In today’s economic climate, many people are forced to take another look at the legacies they intend to leave to their children and grandchildren. With diminished or depleted 401k investments, stock holdings and other financial resources, leaving money to heirs may no longer be an option.
So, if there is no money to leave behind, what can we bequeath to those we love? Heirlooms? Such things as jewelry, art, china, crystal, silver and other such material possessions may be a part of our legacy. They can offer both financial and sentimental benefits to an inheritance.
But what if material goods are gone? Many among us have had to sell everything of value. Then what?
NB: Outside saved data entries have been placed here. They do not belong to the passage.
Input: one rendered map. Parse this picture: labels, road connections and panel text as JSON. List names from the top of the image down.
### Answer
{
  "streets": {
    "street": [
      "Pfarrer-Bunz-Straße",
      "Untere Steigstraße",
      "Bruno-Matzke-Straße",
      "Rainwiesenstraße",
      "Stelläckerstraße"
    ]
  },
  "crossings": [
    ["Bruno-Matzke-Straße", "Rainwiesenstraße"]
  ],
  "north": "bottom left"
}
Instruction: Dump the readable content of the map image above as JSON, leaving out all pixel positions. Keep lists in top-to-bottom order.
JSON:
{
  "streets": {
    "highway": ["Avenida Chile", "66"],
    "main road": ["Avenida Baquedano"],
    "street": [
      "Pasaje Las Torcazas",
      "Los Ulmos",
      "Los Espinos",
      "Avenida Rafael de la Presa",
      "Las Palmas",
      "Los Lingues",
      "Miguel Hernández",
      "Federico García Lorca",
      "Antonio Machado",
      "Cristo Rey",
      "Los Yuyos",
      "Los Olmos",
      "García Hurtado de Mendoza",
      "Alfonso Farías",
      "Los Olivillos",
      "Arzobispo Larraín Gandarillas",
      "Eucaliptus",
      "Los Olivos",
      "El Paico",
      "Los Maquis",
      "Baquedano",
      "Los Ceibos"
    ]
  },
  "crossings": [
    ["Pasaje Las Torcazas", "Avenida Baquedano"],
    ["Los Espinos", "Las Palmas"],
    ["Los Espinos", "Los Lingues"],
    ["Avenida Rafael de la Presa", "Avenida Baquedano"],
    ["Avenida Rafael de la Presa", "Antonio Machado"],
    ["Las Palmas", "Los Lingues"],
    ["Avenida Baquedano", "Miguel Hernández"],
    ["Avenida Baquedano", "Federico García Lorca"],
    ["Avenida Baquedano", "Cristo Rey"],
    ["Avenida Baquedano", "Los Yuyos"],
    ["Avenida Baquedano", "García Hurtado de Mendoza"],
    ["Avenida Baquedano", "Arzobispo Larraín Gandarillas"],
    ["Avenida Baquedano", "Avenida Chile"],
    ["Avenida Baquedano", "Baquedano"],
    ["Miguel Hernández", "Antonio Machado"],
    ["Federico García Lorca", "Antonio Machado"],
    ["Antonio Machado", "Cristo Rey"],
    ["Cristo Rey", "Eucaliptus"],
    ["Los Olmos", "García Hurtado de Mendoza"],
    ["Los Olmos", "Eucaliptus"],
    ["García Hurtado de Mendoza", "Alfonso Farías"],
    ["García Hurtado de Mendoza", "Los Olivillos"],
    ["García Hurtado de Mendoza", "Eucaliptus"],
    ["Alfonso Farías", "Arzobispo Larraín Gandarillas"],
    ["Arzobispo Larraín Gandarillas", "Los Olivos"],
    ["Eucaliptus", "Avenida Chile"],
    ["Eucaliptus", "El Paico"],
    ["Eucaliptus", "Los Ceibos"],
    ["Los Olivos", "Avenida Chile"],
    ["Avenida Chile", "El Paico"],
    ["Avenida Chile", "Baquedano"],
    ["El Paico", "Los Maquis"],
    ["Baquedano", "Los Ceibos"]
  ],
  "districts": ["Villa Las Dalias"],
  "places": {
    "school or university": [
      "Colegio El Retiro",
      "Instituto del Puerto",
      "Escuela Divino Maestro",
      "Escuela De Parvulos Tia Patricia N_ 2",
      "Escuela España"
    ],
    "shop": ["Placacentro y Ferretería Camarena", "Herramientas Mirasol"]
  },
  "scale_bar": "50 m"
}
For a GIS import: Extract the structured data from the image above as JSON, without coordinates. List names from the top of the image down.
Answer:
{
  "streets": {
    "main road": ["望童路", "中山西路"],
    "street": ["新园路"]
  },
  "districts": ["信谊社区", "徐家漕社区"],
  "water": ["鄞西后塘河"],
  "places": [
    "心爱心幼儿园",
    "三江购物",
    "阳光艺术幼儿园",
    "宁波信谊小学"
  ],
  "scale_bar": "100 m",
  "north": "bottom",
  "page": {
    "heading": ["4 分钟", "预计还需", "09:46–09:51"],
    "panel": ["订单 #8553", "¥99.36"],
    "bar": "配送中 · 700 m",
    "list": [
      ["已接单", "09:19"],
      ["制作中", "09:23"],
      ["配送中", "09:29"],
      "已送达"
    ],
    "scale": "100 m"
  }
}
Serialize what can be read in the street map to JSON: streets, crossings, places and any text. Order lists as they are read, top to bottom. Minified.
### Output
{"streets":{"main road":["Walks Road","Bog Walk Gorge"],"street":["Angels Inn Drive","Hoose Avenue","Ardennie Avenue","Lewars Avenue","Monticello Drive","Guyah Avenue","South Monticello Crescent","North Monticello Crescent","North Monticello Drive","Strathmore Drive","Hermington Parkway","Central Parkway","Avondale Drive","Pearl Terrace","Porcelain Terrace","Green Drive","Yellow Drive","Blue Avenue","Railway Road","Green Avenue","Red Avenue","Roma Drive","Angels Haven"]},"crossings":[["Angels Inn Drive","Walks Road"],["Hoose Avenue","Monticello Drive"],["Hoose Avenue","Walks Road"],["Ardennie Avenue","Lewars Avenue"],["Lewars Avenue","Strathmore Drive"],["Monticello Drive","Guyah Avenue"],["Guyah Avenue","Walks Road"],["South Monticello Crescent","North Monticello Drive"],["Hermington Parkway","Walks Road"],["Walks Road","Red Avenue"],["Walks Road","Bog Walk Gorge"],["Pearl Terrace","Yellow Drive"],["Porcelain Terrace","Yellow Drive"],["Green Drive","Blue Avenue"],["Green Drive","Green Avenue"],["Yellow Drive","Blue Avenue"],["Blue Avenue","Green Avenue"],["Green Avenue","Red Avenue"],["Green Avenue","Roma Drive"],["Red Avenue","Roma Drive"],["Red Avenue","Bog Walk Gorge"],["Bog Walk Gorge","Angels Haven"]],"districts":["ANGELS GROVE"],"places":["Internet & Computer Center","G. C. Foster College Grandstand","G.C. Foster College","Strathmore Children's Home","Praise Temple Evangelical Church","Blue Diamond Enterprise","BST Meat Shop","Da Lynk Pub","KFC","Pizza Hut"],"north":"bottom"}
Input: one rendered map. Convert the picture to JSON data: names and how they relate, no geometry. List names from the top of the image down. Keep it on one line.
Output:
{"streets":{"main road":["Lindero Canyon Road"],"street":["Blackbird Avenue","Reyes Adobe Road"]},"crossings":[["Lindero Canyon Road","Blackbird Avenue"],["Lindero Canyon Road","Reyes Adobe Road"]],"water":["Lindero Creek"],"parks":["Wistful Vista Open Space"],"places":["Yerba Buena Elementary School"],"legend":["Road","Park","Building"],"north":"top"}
Have we nothing to leave behind to our loved ones?
Despite the stories of the rich and famous who have millions to leave to their heirs, often the most precious gifts are those of little or no economic value. Such things as favorite books, photos, handmade crafts, woodworking tools or even simple kitchen utensils are reminders of happy times with those who have passed on. The choices are many depending upon what was valued and what was saved.
For those who have few or no material possessions left to give away, and even for those who do, maybe another legacy might be a journal, a letter or even a recording intended for those we have known and loved, sharing our thoughts and feelings of gratitude and affection for the gift of them in our lives.
How loving to leave behind words of their significance to our life, not that we were so grand and worth remembering, but that they were so wonderful that we loved them so much.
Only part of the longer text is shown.